И с тех самых пор никто не озаботился запечатлением образа миссис Харрис – а она и сама об этом не думала.

– Это ведь небось стоит кучу денег! – такова была реакция миссис Баттерфилд, по обыкновению смотревшей на мир с теневой стороны.

– Десять шиллингов за полдюжины, – доложила миссис Харрис. – Я читала объявление в газете. Если хочешь, я и тебе подарю одну карточку!

– Это будет так мило с твоей стороны, дорогая, – растроганно ответила подруга.

Она действительно так считала.

– Боже мой! – это восклицание вырвалось у миссис Харрис, пораженной новой мыслью. – Боже мой! – повторила она. – Если я иду фотографироваться – мне же нужна новая шляпка!

Два нижних подбородка миссис Баттерфилд, потрясенной этим откровением, задрожали.

– Да, милочка, – конечно, ты ее купишь… и это, конечно, будет действительно стоить кучу денег!

Миссис Харрис отнеслась к этому факту не только стоически, но даже с некоторым удовольствием.

– Ничего не попишешь. Ну да, у меня, по счастью, сейчас достаточно денег!

Подруги выбрали ближайший воскресный день, в каковой и почтили своим присутствием Кингз-Роуд, где и намеревались выполнить обе задачи – начиная, разумеется, со шляпки. Надо признаться, что миссис Харрис с первого взгляда влюбилась в выставленную на витрине шляпку. Но сначала она решительно от этой шляпки отказалась – та стоила целую гинею, а на полках были шляпки, выставленные для распродажи, по десять шиллингов и шесть пенсов, а некоторые так даже и по семь шиллингов шесть пенсов!

Но миссис Харрис не была бы лондонской уборщицей, не выбери она шляпку за гинею – ибо та была придумана, разработана и создана специально для миссис Харрис и ее коллег. Это было нечто вроде матросской шапочки, но изготовленной из зеленой манильской соломки; главным же достоинством сего произведения шляпного искусства была розовая роза на гибком стебле, укрепленном спереди. Миссис Харрис, разумеется, клюнула, ибо была задета ее любовь к цветам. Подруги зашли в лавочку, и миссис Харрис, как положено, перемерила шляпки всех фасонов и материалов, которые предположительно стоили в пределах допустимых затрат; но ее мысли и глаза все время возвращались к витрине с зеленой соломенной шляпкой. Наконец, не в силах более сдерживаться, миссис Харрис потребовала ее.

Миссис Баттерфилд, увидев ценник, ужаснулась.

– Господи! – воскликнула она. – Гинея! Милочка, это значит выбрасывать на ветер деньги, которые ты так долго копила!
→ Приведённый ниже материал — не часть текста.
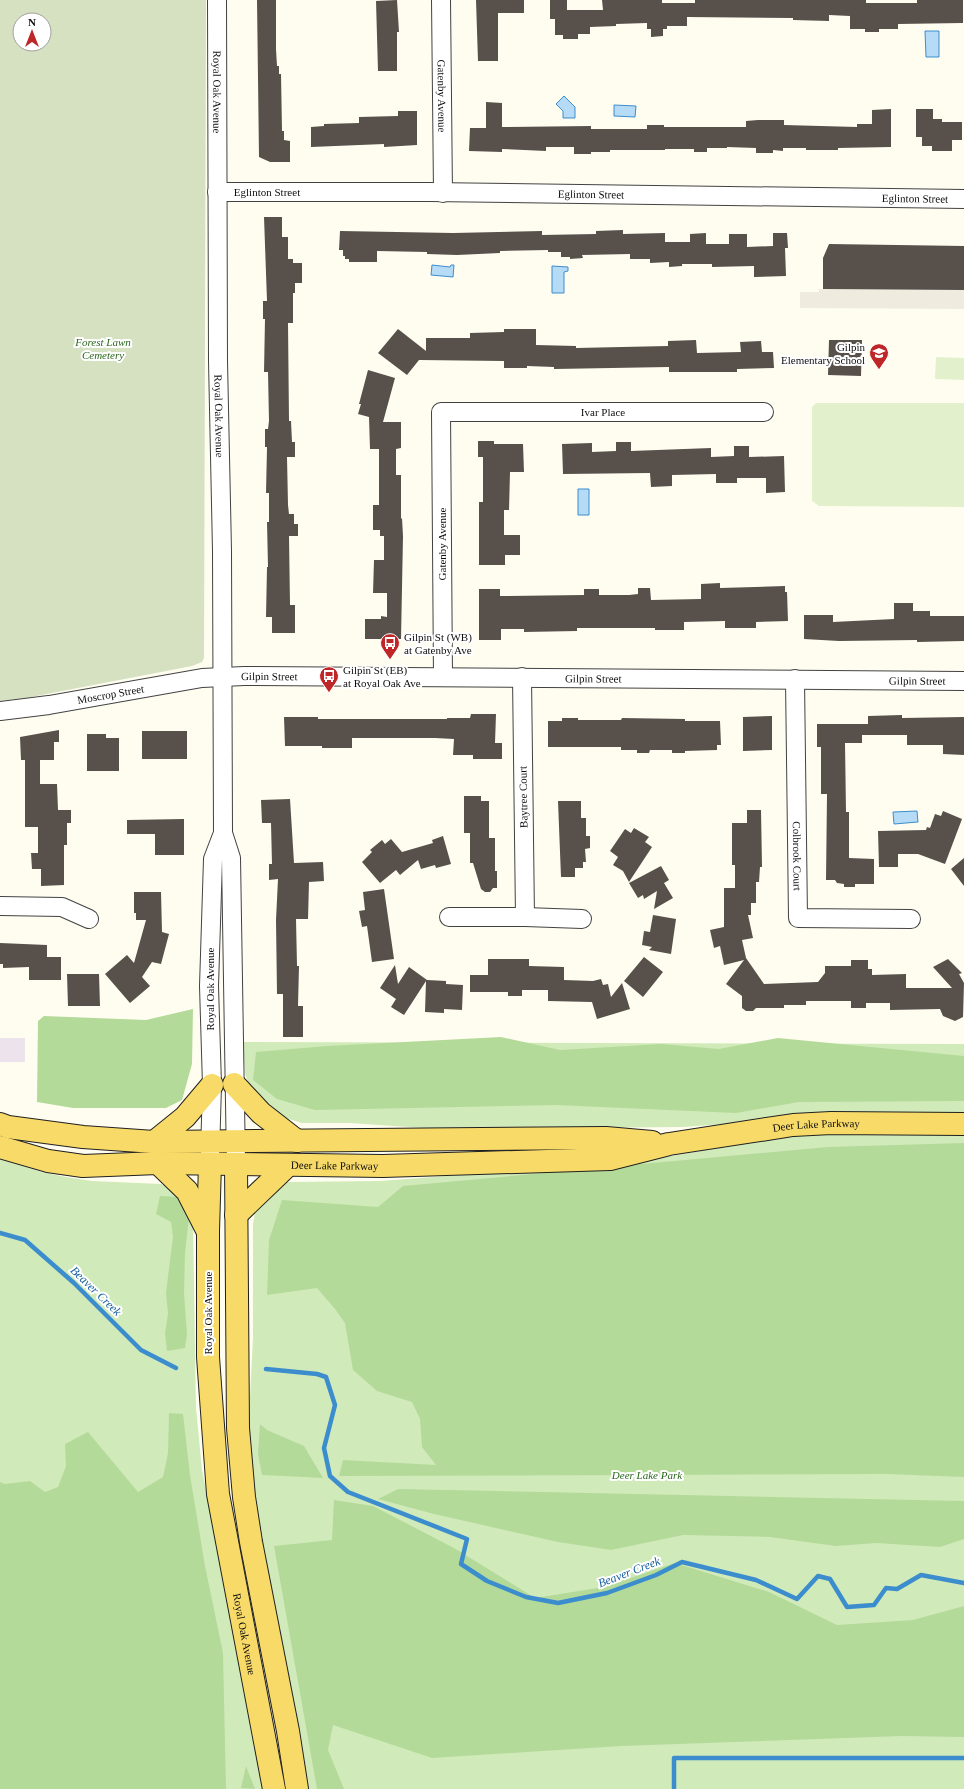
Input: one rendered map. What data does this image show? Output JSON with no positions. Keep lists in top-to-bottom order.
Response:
{
  "streets": {
    "main road": ["Royal Oak Avenue", "Deer Lake Parkway"],
    "street": [
      "Gatenby Avenue",
      "Eglinton Street",
      "Ivar Place",
      "Gilpin Street",
      "Moscrop Street",
      "Baytree Court",
      "Colbrook Court"
    ]
  },
  "crossings": [
    ["Royal Oak Avenue", "Eglinton Street"],
    ["Royal Oak Avenue", "Gilpin Street"],
    ["Royal Oak Avenue", "Moscrop Street"],
    ["Royal Oak Avenue", "Deer Lake Parkway"],
    ["Gatenby Avenue", "Eglinton Street"],
    ["Gatenby Avenue", "Ivar Place"],
    ["Gatenby Avenue", "Gilpin Street"],
    ["Gilpin Street", "Moscrop Street"],
    ["Gilpin Street", "Baytree Court"],
    ["Gilpin Street", "Colbrook Court"]
  ],
  "water": ["Beaver Creek"],
  "parks": ["Forest Lawn Cemetery", "Deer Lake Park"],
  "places": {
    "school or university": ["Gilpin Elementary School"],
    "bus stop": ["Gilpin St (WB) at Gatenby Ave", "Gilpin St (EB) at Royal Oak Ave"]
  },
  "north": "top"
}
Миссис Харрис надела шляпку – и дело было решено.

– Неважно! – яростно ответила она. – Я преспокойно могу лететь в Париж неделей позже!

Если фотоаппарат должен был запечатлеть ее черты на веки вечные, если сегодняшней фотографии суждено красоваться в паспорте, если на нее будут смотреть друзья, а миссис Баттерфилд получит ее, вставленную в маленькую рамочку, в подарок, – то миссис Харрис согласна сниматься только в этой шляпке, и ни в какой другой.
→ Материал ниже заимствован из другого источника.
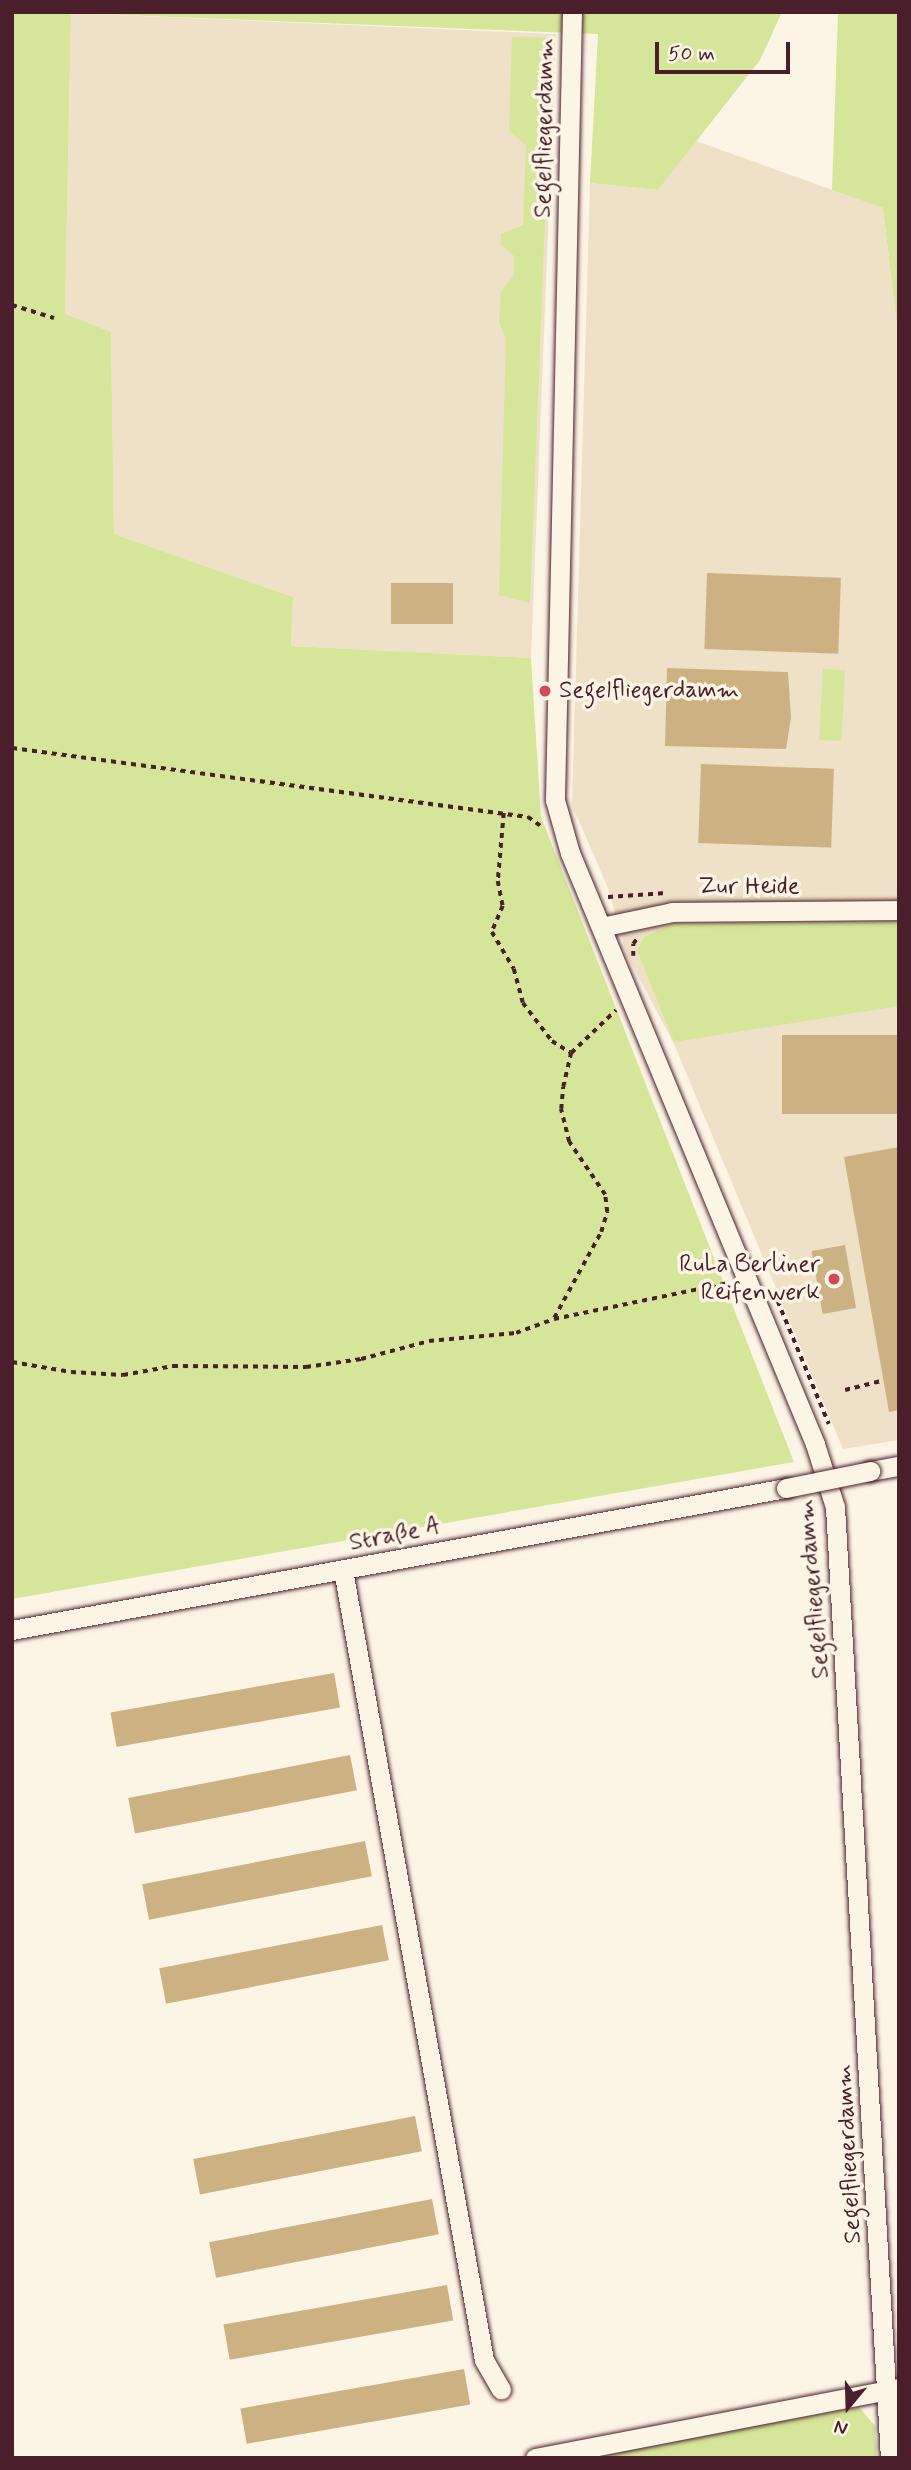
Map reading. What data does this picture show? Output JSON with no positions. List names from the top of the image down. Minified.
{"streets":{"street":["Segelfliegerdamm","Zur Heide","Straße A"]},"crossings":[["Segelfliegerdamm","Zur Heide"]],"places":["Segelfliegerdamm","RuLa Berliner Reifenwerk"],"scale_bar":"50 m","north":"bottom"}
– Покупаю, – объявила она продавщице и отсчитала двадцать один шиллинг.

Из магазина она вышла гордая и довольная – в великолепной новой шляпке зеленой соломки. В конце концов, что такое какая-то гинея для человека, готового приобрести платье за четыреста пятьдесят фунтов!

Фотограф, снимавший на паспорта, был свободен, и вскоре миссис Харрис уже сидела перед холодным оком камеры, а фотограф, сгорбившись, рассматривал ее из-под своего черного покрывала. Затем он включил пышущую жаром батарею ламп, высветивших каждую морщинку, которую годы труда оставили на хитром и веселом ее лице.

– А теперь, мадам, – обратился наконец фотограф к заказчице, – если вы будете любезны снять вашу шляпку…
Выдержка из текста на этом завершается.